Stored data
****************
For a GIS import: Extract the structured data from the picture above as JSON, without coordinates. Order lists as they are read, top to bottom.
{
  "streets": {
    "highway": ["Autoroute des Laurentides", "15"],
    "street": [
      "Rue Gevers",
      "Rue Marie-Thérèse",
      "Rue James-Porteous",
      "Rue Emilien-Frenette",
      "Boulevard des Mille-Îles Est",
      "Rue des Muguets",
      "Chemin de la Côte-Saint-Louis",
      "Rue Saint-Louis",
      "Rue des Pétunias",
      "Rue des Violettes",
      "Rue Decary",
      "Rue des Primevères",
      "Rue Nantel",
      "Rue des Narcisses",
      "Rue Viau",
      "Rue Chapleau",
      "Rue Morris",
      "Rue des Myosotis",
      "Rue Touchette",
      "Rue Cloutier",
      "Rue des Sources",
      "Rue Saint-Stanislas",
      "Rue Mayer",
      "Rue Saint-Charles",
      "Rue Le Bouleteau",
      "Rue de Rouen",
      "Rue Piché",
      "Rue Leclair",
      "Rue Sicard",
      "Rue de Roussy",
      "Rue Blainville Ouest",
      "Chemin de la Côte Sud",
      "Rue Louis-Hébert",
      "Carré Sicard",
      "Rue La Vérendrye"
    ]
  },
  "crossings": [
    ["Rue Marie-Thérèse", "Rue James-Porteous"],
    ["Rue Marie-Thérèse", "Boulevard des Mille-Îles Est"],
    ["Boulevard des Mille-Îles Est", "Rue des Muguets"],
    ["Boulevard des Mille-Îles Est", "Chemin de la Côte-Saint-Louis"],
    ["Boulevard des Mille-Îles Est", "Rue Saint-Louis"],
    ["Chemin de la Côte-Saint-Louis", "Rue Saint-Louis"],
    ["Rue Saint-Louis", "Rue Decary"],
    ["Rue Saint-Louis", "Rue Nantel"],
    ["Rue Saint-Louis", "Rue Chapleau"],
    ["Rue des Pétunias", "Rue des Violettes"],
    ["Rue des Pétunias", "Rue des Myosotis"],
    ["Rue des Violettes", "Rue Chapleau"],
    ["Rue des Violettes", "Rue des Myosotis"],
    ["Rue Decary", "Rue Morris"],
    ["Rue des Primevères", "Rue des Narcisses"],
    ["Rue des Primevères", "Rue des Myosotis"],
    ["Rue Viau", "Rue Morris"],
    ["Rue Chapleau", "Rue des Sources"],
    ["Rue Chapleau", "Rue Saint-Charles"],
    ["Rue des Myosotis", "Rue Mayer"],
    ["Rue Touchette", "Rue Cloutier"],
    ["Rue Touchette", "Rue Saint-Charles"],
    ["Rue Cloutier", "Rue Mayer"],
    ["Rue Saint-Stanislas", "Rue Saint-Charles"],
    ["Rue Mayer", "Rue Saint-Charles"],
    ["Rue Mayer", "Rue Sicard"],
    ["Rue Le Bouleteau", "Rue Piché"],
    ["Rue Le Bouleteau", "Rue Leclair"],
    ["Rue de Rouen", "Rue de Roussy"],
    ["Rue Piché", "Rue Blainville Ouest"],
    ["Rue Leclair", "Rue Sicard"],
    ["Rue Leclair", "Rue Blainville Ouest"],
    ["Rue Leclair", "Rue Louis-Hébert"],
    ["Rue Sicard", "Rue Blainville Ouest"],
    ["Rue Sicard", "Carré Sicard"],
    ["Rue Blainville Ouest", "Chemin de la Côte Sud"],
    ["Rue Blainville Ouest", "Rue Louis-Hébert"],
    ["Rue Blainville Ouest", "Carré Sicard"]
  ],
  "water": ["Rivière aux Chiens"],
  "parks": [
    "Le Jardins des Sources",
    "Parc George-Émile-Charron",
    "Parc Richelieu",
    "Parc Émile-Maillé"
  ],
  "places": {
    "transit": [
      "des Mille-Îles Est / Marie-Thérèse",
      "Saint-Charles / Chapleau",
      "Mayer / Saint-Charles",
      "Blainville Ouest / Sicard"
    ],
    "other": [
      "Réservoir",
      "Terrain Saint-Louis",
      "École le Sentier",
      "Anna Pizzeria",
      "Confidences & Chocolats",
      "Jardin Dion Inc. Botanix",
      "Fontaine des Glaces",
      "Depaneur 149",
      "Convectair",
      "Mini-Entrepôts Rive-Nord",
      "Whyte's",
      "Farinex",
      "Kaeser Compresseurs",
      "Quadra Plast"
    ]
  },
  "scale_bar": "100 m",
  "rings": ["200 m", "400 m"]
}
****************
(Task instructions): Once the records have been read, print them all again exactly.

(Response area):
For a GIS import: Extract the structured data from the picture above as JSON, without coordinates. Order lists as they are read, top to bottom.
{
  "streets": {
    "highway": ["Autoroute des Laurentides", "15"],
    "street": [
      "Rue Gevers",
      "Rue Marie-Thérèse",
      "Rue James-Porteous",
      "Rue Emilien-Frenette",
      "Boulevard des Mille-Îles Est",
      "Rue des Muguets",
      "Chemin de la Côte-Saint-Louis",
      "Rue Saint-Louis",
      "Rue des Pétunias",
      "Rue des Violettes",
      "Rue Decary",
      "Rue des Primevères",
      "Rue Nantel",
      "Rue des Narcisses",
      "Rue Viau",
      "Rue Chapleau",
      "Rue Morris",
      "Rue des Myosotis",
      "Rue Touchette",
      "Rue Cloutier",
      "Rue des Sources",
      "Rue Saint-Stanislas",
      "Rue Mayer",
      "Rue Saint-Charles",
      "Rue Le Bouleteau",
      "Rue de Rouen",
      "Rue Piché",
      "Rue Leclair",
      "Rue Sicard",
      "Rue de Roussy",
      "Rue Blainville Ouest",
      "Chemin de la Côte Sud",
      "Rue Louis-Hébert",
      "Carré Sicard",
      "Rue La Vérendrye"
    ]
  },
  "crossings": [
    ["Rue Marie-Thérèse", "Rue James-Porteous"],
    ["Rue Marie-Thérèse", "Boulevard des Mille-Îles Est"],
    ["Boulevard des Mille-Îles Est", "Rue des Muguets"],
    ["Boulevard des Mille-Îles Est", "Chemin de la Côte-Saint-Louis"],
    ["Boulevard des Mille-Îles Est", "Rue Saint-Louis"],
    ["Chemin de la Côte-Saint-Louis", "Rue Saint-Louis"],
    ["Rue Saint-Louis", "Rue Decary"],
    ["Rue Saint-Louis", "Rue Nantel"],
    ["Rue Saint-Louis", "Rue Chapleau"],
    ["Rue des Pétunias", "Rue des Violettes"],
    ["Rue des Pétunias", "Rue des Myosotis"],
    ["Rue des Violettes", "Rue Chapleau"],
    ["Rue des Violettes", "Rue des Myosotis"],
    ["Rue Decary", "Rue Morris"],
    ["Rue des Primevères", "Rue des Narcisses"],
    ["Rue des Primevères", "Rue des Myosotis"],
    ["Rue Viau", "Rue Morris"],
    ["Rue Chapleau", "Rue des Sources"],
    ["Rue Chapleau", "Rue Saint-Charles"],
    ["Rue des Myosotis", "Rue Mayer"],
    ["Rue Touchette", "Rue Cloutier"],
    ["Rue Touchette", "Rue Saint-Charles"],
    ["Rue Cloutier", "Rue Mayer"],
    ["Rue Saint-Stanislas", "Rue Saint-Charles"],
    ["Rue Mayer", "Rue Saint-Charles"],
    ["Rue Mayer", "Rue Sicard"],
    ["Rue Le Bouleteau", "Rue Piché"],
    ["Rue Le Bouleteau", "Rue Leclair"],
    ["Rue de Rouen", "Rue de Roussy"],
    ["Rue Piché", "Rue Blainville Ouest"],
    ["Rue Leclair", "Rue Sicard"],
    ["Rue Leclair", "Rue Blainville Ouest"],
    ["Rue Leclair", "Rue Louis-Hébert"],
    ["Rue Sicard", "Rue Blainville Ouest"],
    ["Rue Sicard", "Carré Sicard"],
    ["Rue Blainville Ouest", "Chemin de la Côte Sud"],
    ["Rue Blainville Ouest", "Rue Louis-Hébert"],
    ["Rue Blainville Ouest", "Carré Sicard"]
  ],
  "water": ["Rivière aux Chiens"],
  "parks": [
    "Le Jardins des Sources",
    "Parc George-Émile-Charron",
    "Parc Richelieu",
    "Parc Émile-Maillé"
  ],
  "places": {
    "transit": [
      "des Mille-Îles Est / Marie-Thérèse",
      "Saint-Charles / Chapleau",
      "Mayer / Saint-Charles",
      "Blainville Ouest / Sicard"
    ],
    "other": [
      "Réservoir",
      "Terrain Saint-Louis",
      "École le Sentier",
      "Anna Pizzeria",
      "Confidences & Chocolats",
      "Jardin Dion Inc. Botanix",
      "Fontaine des Glaces",
      "Depaneur 149",
      "Convectair",
      "Mini-Entrepôts Rive-Nord",
      "Whyte's",
      "Farinex",
      "Kaeser Compresseurs",
      "Quadra Plast"
    ]
  },
  "scale_bar": "100 m",
  "rings": ["200 m", "400 m"]
}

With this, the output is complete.